The results of this study indicate that the interaction of innate immune signaling, cell proliferation, and cell survival mediated by NLRs and their protein-interactions are involved in the etiopathogenesis and regulation of cholesteatoma. Innate immunity has also been identified as an important element in the regulation of otitis media [45, 46], the precursor to many cases of cholesteatoma. Therapeutic manipulation of NOD signaling might therefore provide an effective approach to the treatment of this disease.


COM:Chronic otitis media
EAS:External auditory canal skin
ENT:Ear, nose, and throat
TLR2/4:Toll-like receptor 2/4
MDP:Muramyl dipeptide
MEM:Middle ear mucosa
NF-κB:Nuclear factor kappa-light-chain-enhancer
NLRs:NOD-like receptors
NOD1/2:Nucleotide-binding oligomerization domain receptor 1/2
PAMPS:Pathogen associated molecular patterns
PBS:Phosphate buffered saline
PRRs:Pattern recognition receptors
RIPK2:Receptor-interacting serine/threonine-protein kinase 2
TNF and TNFα:Tumor necrosis factor (α).

Conflict of Interests

All authors have read and approved the manuscript and have no conflict of interests related to this paper.

Authors’ Contributions

Anke Leichtle supervised the project, designed experiments, performed experiments, and contributed to writing the paper. Christin Klenke performed microarray and protein interaction data. Joerg Ebmeyer contributed to writing the paper. Markus Daerr performed QPCR. Anna Sophie Hoffmann and Karl-Ludwig Bruchhage contributed to analyzing data. Barbara Wollenberg, Holger Sudhoff, and Allen F. Ryan supported editing the paper and assisted with data analysis and interpretation.

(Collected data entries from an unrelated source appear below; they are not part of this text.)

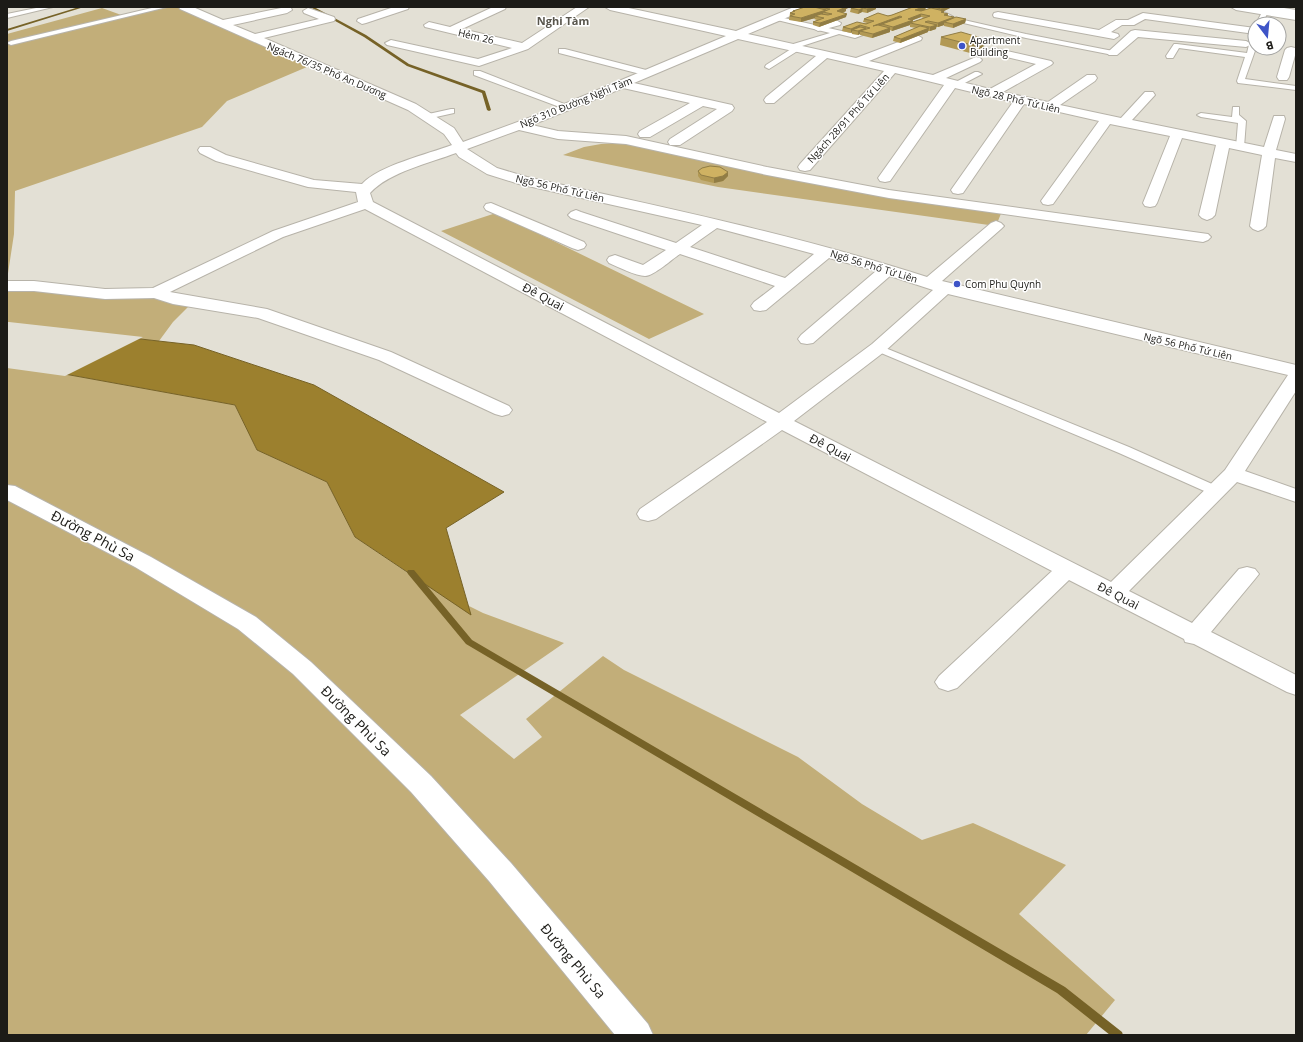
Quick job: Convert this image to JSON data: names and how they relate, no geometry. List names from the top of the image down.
{
  "streets": {
    "street": [
      "Hẻm 26",
      "Ngách 76/35 Phố An Dương",
      "Ngõ 28 Phố Tứ Liên",
      "Ngõ 310 Đường Nghi Tàm",
      "Ngách 28/91 Phố Tứ Liên",
      "Ngõ 56 Phố Tứ Liên",
      "Đê Quai",
      "Đường Phù Sa"
    ]
  },
  "crossings": [
    ["Ngách 76/35 Phố An Dương", "Ngõ 310 Đường Nghi Tàm"],
    ["Ngách 76/35 Phố An Dương", "Ngõ 56 Phố Tứ Liên"],
    ["Ngõ 28 Phố Tứ Liên", "Ngõ 310 Đường Nghi Tàm"],
    ["Ngõ 28 Phố Tứ Liên", "Ngách 28/91 Phố Tứ Liên"],
    ["Ngõ 310 Đường Nghi Tàm", "Ngõ 56 Phố Tứ Liên"],
    ["Ngõ 310 Đường Nghi Tàm", "Đê Quai"]
  ],
  "districts": ["Nghi Tàm"],
  "places": ["Apartment Building", "Com Phu Quynh"],
  "north": "bottom"
}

The authors wish to thank Sylvia Grammerstorf and Bianca Fraederich for excellent technical support. This work was supported by Grant E37-2010 (Anke Leichtle) University of Luebeck, the NIH Grants DC000129, DC006279, and DC012595 (Allen F. Ryan), and Klosterfrau Healthcare Group, Cassella-med GmbH & Co.KG, Cologne, Germany. The study sponsor did not participate in study design and data analysis.

Supplementary Materials

Supplementary Figure 1. NOD2 Protein Expression in cholesteatoma. Immunohisto-chemical staining with LSAB. Blue represents nuclei, orange/brown represents the target gene NOD2 mainly in the epithelial layers less subepithelial, magnification 10 x.

Supplementary Figure 2. Localization of NOD2 in cholesteatoma and in external auditory canal skin (EAS). Protein expression in cholesteatoma demonstrates a higher expression of NOD2 (red) within the cholesteatoma (right picture) compared to EAS (left picture), using a confocal microscope.